_Your instructions_. Would you please copy every line from the records that contains the word "Aqueduct"?

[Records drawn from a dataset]

= = =

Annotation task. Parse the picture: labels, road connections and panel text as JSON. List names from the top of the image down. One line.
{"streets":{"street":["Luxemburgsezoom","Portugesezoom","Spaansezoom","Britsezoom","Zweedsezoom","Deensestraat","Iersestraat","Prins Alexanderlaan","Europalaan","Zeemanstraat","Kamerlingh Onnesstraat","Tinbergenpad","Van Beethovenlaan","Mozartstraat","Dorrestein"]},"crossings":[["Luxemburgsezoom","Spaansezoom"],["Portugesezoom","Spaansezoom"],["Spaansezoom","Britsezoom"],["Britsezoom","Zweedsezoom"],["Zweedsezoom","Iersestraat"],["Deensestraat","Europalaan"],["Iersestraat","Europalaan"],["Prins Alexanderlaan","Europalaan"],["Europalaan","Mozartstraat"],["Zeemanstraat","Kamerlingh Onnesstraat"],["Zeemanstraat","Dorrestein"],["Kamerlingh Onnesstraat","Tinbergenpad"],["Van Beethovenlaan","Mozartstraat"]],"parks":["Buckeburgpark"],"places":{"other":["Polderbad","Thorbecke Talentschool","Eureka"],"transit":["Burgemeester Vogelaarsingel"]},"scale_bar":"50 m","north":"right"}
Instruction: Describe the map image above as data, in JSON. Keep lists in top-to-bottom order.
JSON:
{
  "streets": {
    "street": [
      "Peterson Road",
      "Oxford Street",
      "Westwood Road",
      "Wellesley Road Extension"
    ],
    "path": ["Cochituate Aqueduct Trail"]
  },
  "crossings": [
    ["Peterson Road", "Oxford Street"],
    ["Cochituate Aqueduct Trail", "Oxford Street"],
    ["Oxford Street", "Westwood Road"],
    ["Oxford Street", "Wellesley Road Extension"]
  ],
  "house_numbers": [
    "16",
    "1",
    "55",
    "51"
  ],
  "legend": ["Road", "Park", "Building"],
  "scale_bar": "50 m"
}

= = =

_Response to the exercise_.
    "path": ["Cochituate Aqueduct Trail"]
    ["Cochituate Aqueduct Trail", "Oxford Street"],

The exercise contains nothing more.